Quorum Court

County Judge Doug Fields presides at his first meeting with the Columbia County Quorum Court.

The first meeting of the Quorum Court of Columbia County of 2023 dealt mostly with minor housekeeping items and honoring the service of elected officials who have left office.

One procedural change will be the meeting time, which will now be 5 p.m. on the second Monday of each month at the courthouse, instead of the first Monday of the month.

Columbia County Judge Doug Fields said he would like meetings to be more informative than in the past.

“I want to get more information out instead of people walking away without knowing what is going on,” he said.

Another change Fields made is switching Justices of the Peace from their former committees to new ones. The committees of the Quorum Court are Jail, Building, Finance, Personnel, Solid Waste and Rescue Truck.

“I wanted to change committees to put new eyes on the areas because some of them have been on the same committees for a while,” he said.

The Quorum Court handed out certifications of appreciation to several retired former county workers. They passed a resolution saying goodbye to 12-year Columbia County Sheriff Mike Loe, who was the longest serving sheriff in the county’s history, beginning his term on January 1, 2011. Loe is now serving as Justice of the Peace District 11 so he will continue to work for the county in this respect.

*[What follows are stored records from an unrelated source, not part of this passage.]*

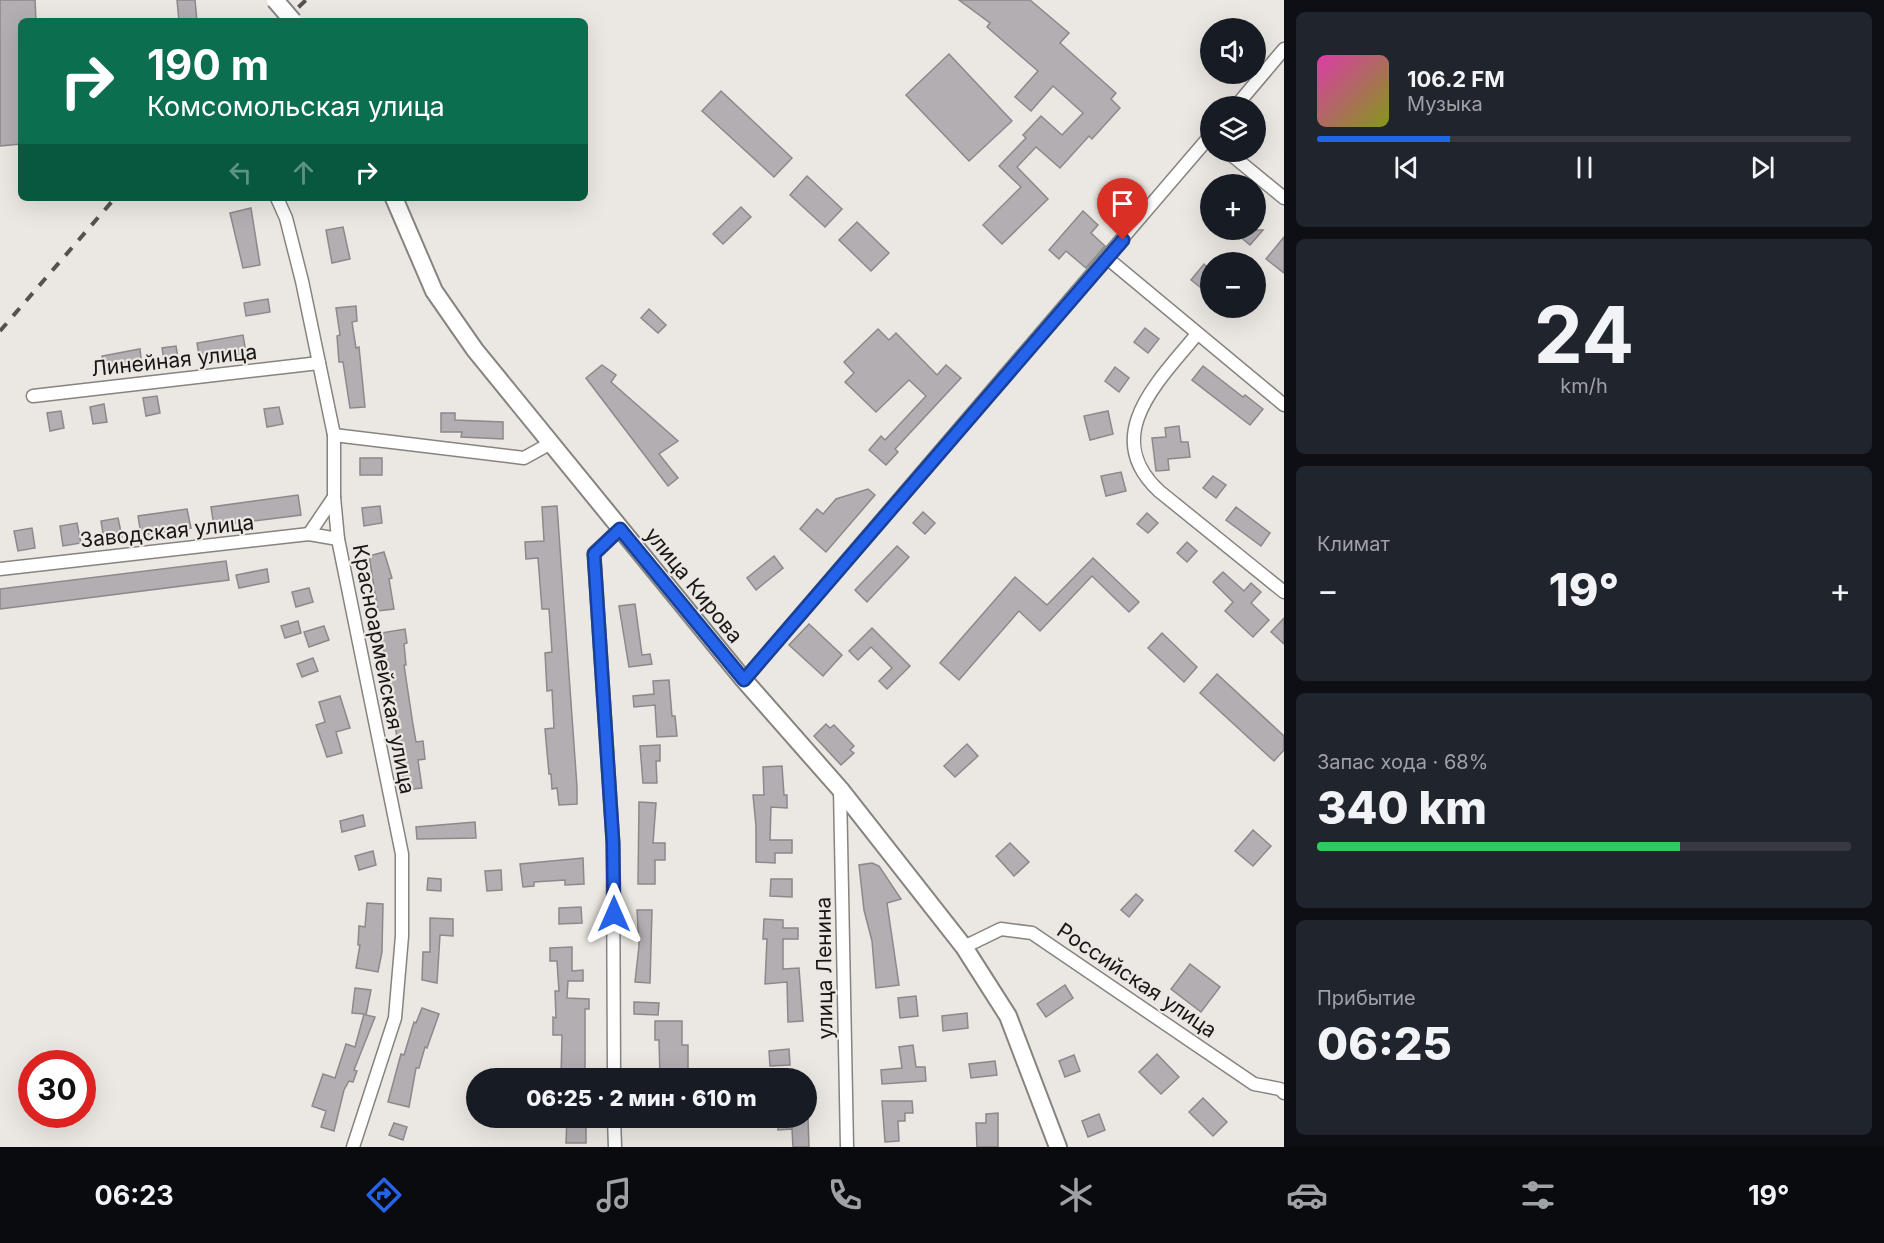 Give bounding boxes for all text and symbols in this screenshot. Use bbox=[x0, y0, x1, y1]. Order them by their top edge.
map controls bbox=[1200, 18, 1266, 318]
button: sound bbox=[1200, 18, 1266, 84]
text: 190 m bbox=[147, 39, 269, 90]
icon: right bbox=[48, 42, 126, 120]
text: 106.2 FM bbox=[1407, 66, 1505, 92]
text: Комсомольская улица bbox=[147, 90, 445, 123]
text: Музыка bbox=[1407, 92, 1483, 116]
button: layers bbox=[1200, 96, 1266, 162]
icon: previous bbox=[1390, 151, 1423, 184]
icon: pause bbox=[1568, 151, 1601, 184]
icon: next bbox=[1746, 151, 1779, 184]
icon: left bbox=[224, 156, 257, 189]
icon: ahead bbox=[287, 156, 320, 189]
icon: right bbox=[350, 156, 383, 189]
button: + bbox=[1200, 174, 1266, 240]
pin bbox=[1097, 178, 1148, 240]
icon: arrive bbox=[1106, 187, 1139, 220]
button: − bbox=[1200, 252, 1266, 318]
text: 24 bbox=[1534, 287, 1634, 382]
street label: Линейная улица bbox=[90, 339, 258, 381]
text: km/h bbox=[1560, 374, 1608, 398]
street label: Заводская улица bbox=[79, 509, 255, 553]
street label: улица Кирова bbox=[640, 522, 748, 648]
text: Климат bbox=[1317, 532, 1390, 556]
street label: Красноармейская улица bbox=[347, 542, 421, 796]
text: 19° bbox=[1549, 562, 1619, 617]
text: − bbox=[1317, 570, 1339, 610]
text: + bbox=[1829, 570, 1851, 610]
text: Запас хода · 68% bbox=[1317, 750, 1488, 774]
text: 340 km bbox=[1317, 780, 1487, 835]
position arrow bbox=[582, 882, 646, 946]
street label: улица Ленина bbox=[810, 896, 838, 1040]
street label: Российская улица bbox=[1052, 917, 1222, 1043]
text: Прибытие bbox=[1317, 986, 1416, 1010]
text: 06:25 bbox=[1317, 1016, 1452, 1071]
speed limit sign: 30 bbox=[18, 1050, 96, 1128]
text: 06:25 · 2 мин · 610 m bbox=[526, 1085, 757, 1111]
icon: directions bbox=[363, 1174, 405, 1216]
icon: music bbox=[593, 1174, 635, 1216]
icon: phone bbox=[824, 1174, 866, 1216]
icon: climate bbox=[1055, 1174, 1097, 1216]
icon: car bbox=[1286, 1174, 1328, 1216]
icon: filters bbox=[1517, 1174, 1559, 1216]
text: 06:23 bbox=[94, 1179, 174, 1212]
text: 19° bbox=[1748, 1179, 1789, 1212]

Along with Loe, the court passed a resolution of appreciation for the service of Rhonda Rolan who served as Columbia County Librarian since October 1, 2013. Rolan asked Quorum Court members to continue supporting the library. She expressed the need for a replacement for her who would need to be a certified librarian and have the knowledge of how to go after critical library grants.

Rolan is known for her tireless efforts throughout the years to sustain and improve the library through numerous federal and state grants.

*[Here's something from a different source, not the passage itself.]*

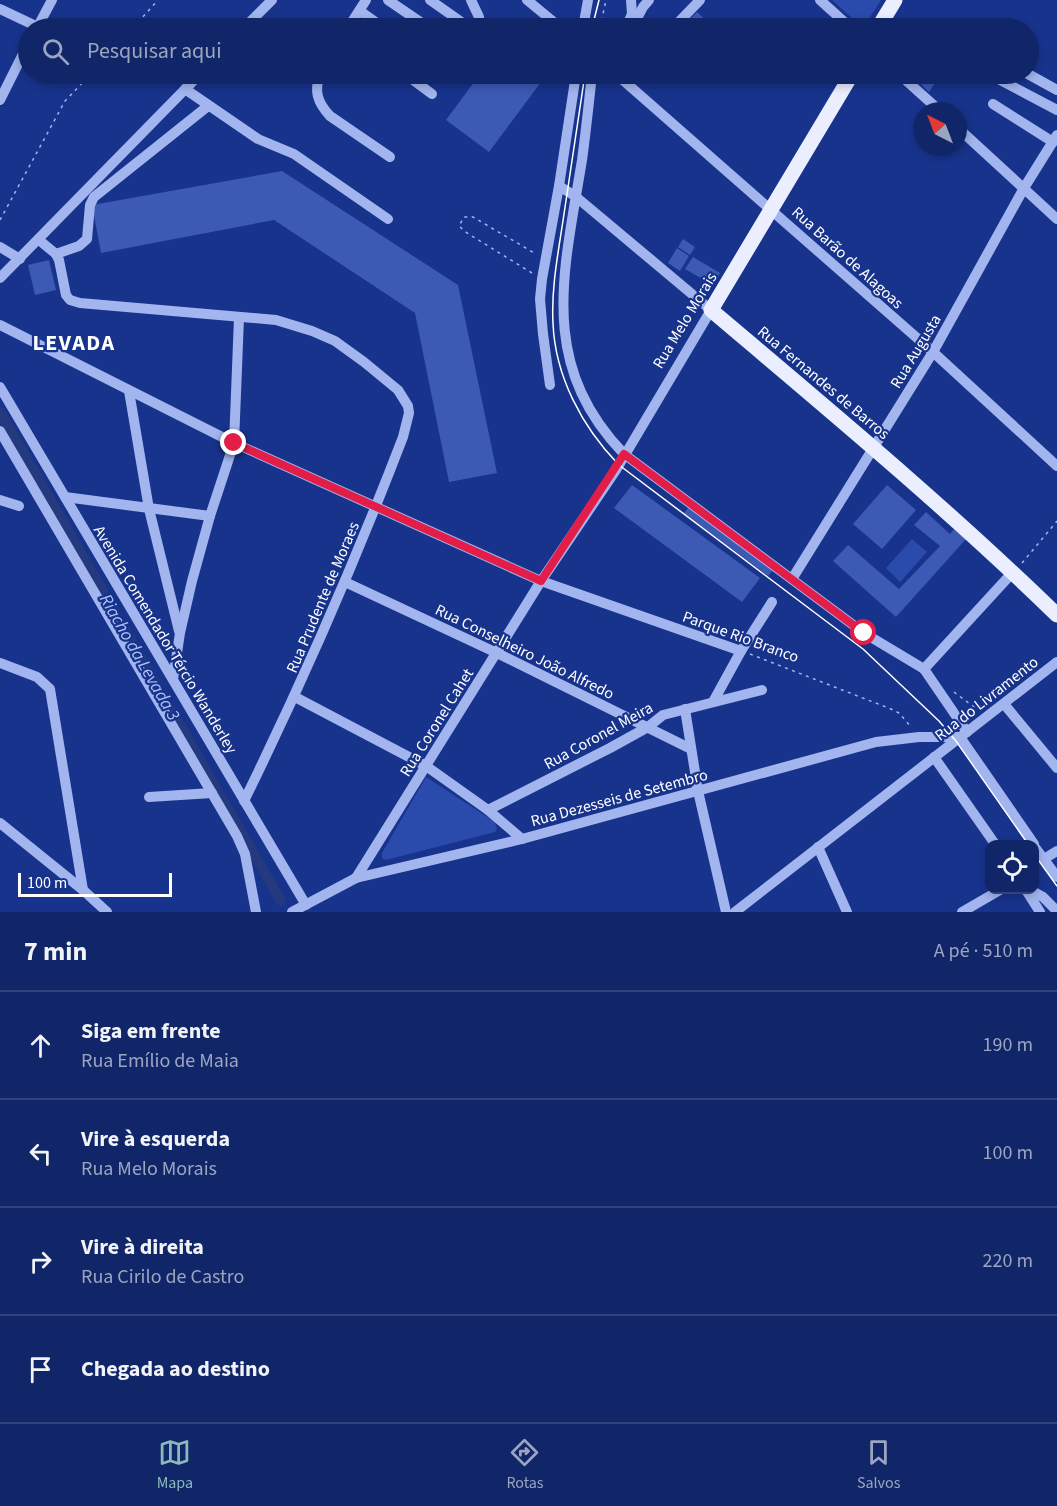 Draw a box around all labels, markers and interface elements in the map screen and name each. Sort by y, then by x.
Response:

Also, on January 9, they passed a resolution honoring John Ed Gunnels, who retired in December from the Columbia County Rural Development Authority. Gunnels began working for the county on January 1, 2007.

Since December 2020, Gunnels had been working with the state to help fight the invasive plant species giant salvinia at Lake Columbia. The plants spread across the lake and had to be eradicated. They were suspected to have come from other fishermen in Texas and Louisiana who traveled to Lake Columbia to fish.

Since March 3, 2020, Denny Foster has been Columbia County Judge and his term expired Dec. 31, 2022. His work was honored by the members of the Quorum Court. Foster has over 18 years of law enforcement experience on county and state levels.

Foster was appointed as interim Columbia County Sheriff in July 2009 after former Sheriff Calvin Knighton passed away in the office with 17 months remaining on his term.

In addition, Quorum Court members thanked Justice of the Peace District 5 Rick Waller for his service since January 1, 2019, Justice of the Peace District 6 Greg Sanders for his service since January 1, 2021, and Justice of the Peace District 11 Jenny Marie Whitehead for her service.

The District 5 seat now belongs to Jeremy Langley of Emerson. The District 6 seat now belongs to Shaun Dodson of Taylor. The district 11 seat now belongs to Loe of Magnolia.

Another item on the agenda was passing a resolution and ordinance, “establishing the rules of procedure for transacting business at all regular and special sessions of the Quorum Court of Columbia County.”

Fields said this ordinance is something passed by the court at the first of the year each year to assure everyone is familiar with the procedures of the meetings.

According to Ordinance No. 2023-1 passed by the members of the court, the rules of procedures for transacting business at all regular and special sessions of the court shall be Robert’s Rules of Order, Newly Revised, except when they are in conflict with the general laws of the state.

The ordinance also reads that Quorum Court may, “at any regular meeting, revise or modify these rules or adopt new rules by a majority of the full membership.”

Under the heading of agenda in the ordinance it reads that three members of the Quorum Court and the county judge may jointly submit items after the agenda closes, if it is considered to be in the best interest of the county. The agenda shall close at 4:30 p.m. three business days preceding any regular or special called meeting of the quorum court.

The ordinance also reads that meetings of the quorum court shall conform to the Arkansas Freedom of Information Act, according to this section.

Fields said something he wants to make sure the Quorum Court is following is all the mandates set by state law for open meetings and that is why he handed out handheld pocket guides explaining procedural guides for Quorum Court meetings.

“I want to be more open and I think a part of that is communicating more on social media and putting items on our Facebook page. And we want to communicate to the public and get their input and have a presence there.”

In terms of making public comments at a meeting, which has sometimes been an issue brought up by the public in times of dissension, Fields said he will ask for public comment after the adjournment of each meeting. However, if a member of the public wants to speak about a specific item on the agenda during a meeting, they must come to the county judge’s office before the meeting to fill out a form and get approved to speak at that meeting.

Also at their first meeting of 2023, the Quorum Court passed a resolution to enter a contract of obligation with the Department of Environmental Quality. This is a standard obligation to manage the landfill and happens each year, Fields said.